What to work on – Show only those lines of the entries where the string "function" is found.

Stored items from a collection
--
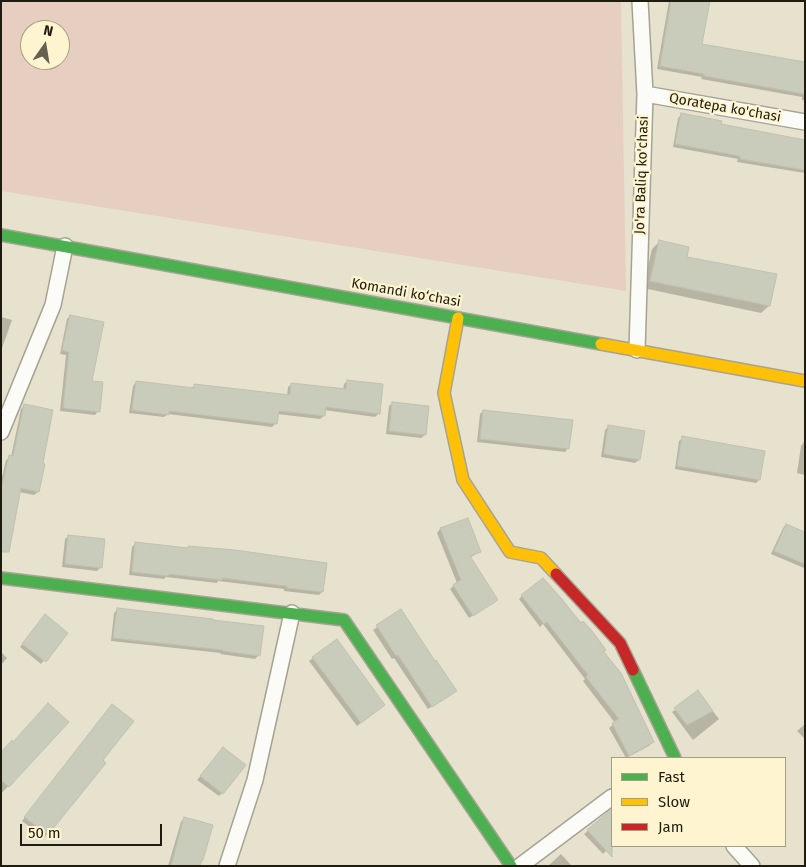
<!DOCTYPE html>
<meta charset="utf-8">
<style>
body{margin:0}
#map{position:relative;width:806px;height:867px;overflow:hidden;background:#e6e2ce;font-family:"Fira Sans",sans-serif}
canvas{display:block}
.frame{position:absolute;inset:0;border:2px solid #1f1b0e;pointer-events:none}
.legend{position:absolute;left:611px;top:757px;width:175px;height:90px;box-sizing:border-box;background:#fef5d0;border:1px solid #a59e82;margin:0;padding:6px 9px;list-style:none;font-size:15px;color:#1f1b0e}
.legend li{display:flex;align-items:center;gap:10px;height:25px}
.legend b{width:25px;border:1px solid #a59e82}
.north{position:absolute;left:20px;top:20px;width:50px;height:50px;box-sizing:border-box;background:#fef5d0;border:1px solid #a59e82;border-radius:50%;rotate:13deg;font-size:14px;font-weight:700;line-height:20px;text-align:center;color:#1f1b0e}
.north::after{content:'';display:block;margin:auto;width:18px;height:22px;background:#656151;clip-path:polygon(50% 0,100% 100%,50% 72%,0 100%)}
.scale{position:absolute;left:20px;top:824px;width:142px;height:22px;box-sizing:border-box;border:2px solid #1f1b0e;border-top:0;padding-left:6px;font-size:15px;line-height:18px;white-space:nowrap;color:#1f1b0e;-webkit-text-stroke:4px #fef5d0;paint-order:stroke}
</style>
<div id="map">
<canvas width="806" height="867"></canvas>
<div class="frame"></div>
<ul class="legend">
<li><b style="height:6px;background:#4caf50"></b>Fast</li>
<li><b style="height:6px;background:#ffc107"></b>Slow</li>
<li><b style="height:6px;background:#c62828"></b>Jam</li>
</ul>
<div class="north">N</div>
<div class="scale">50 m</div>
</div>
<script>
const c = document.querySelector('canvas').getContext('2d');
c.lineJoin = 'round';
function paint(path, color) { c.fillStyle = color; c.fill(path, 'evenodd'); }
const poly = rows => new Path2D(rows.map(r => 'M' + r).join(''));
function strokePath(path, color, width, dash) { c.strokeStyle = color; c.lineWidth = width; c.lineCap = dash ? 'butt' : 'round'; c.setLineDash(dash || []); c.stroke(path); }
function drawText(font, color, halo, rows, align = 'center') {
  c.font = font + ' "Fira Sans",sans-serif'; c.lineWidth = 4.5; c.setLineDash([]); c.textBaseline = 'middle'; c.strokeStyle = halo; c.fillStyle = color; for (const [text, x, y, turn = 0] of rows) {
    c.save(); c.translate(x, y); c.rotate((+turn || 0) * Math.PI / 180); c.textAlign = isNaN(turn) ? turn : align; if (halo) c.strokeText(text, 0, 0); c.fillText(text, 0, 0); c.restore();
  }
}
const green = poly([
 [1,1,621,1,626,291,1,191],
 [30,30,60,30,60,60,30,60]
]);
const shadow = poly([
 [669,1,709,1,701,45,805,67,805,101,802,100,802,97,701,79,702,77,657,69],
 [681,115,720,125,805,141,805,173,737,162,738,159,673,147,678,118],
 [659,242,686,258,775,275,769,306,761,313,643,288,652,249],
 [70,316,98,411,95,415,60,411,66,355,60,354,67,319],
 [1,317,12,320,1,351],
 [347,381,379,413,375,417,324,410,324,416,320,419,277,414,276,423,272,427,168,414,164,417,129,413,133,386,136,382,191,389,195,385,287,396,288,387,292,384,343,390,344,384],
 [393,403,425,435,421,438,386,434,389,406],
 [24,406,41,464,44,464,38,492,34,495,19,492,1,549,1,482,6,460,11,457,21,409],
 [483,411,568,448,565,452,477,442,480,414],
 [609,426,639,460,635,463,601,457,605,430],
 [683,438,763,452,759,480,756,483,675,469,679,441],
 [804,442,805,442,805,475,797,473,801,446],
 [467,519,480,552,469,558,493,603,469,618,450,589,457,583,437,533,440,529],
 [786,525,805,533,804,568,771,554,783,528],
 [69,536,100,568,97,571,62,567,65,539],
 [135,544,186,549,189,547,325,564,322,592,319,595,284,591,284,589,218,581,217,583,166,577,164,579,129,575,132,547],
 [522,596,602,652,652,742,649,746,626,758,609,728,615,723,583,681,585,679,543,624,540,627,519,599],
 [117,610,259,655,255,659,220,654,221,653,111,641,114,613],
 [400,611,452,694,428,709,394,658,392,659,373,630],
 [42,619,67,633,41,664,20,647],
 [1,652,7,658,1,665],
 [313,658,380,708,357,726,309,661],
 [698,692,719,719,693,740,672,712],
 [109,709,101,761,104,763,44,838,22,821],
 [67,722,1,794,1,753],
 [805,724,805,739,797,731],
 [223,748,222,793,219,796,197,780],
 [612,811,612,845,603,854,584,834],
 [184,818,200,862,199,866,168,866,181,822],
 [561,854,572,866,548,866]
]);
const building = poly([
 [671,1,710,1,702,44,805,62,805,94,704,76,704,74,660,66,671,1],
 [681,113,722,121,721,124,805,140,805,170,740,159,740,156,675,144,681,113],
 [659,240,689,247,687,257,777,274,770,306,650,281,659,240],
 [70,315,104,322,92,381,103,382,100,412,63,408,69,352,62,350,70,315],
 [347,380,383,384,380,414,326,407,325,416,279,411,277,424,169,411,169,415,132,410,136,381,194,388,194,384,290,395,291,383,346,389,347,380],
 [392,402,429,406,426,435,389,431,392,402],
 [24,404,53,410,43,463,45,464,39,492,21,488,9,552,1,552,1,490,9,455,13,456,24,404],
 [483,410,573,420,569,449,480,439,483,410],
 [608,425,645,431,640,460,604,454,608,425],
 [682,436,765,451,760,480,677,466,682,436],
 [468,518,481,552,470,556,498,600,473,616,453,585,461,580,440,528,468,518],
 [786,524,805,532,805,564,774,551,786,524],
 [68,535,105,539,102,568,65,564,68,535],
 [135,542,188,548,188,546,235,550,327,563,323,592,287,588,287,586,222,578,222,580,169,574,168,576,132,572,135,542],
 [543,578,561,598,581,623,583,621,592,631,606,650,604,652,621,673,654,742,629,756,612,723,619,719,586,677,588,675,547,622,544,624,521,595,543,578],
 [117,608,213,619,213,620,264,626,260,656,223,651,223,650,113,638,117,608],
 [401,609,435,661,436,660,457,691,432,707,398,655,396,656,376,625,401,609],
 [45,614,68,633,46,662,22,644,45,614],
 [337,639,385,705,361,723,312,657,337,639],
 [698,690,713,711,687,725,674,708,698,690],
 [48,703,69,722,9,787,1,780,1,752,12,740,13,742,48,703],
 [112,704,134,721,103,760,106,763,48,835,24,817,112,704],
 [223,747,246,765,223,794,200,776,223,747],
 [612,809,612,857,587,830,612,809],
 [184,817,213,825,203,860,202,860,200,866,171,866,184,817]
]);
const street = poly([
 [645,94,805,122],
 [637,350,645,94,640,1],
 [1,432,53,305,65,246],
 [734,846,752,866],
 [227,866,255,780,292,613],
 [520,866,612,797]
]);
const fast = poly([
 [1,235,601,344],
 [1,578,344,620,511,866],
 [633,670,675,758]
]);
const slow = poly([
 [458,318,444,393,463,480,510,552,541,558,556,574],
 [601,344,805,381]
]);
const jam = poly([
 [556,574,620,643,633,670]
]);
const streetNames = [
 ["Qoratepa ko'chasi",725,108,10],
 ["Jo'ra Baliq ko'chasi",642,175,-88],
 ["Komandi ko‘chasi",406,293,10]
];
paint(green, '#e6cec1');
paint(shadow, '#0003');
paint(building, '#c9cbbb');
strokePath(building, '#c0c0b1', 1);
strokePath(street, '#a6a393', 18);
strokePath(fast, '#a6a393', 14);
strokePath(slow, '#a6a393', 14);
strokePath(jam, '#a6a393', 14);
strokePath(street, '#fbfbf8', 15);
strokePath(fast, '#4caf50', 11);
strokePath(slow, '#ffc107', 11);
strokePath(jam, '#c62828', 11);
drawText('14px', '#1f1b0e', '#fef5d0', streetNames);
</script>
--
Answer space –
function paint(path, color) { c.fillStyle = color; c.fill(path, 'evenodd'); }
function strokePath(path, color, width, dash) { c.strokeStyle = color; c.lineWidth = width; c.lineCap = dash ? 'butt' : 'round'; c.setLineDash(dash || []); c.stroke(path); }
function drawText(font, color, halo, rows, align = 'center') {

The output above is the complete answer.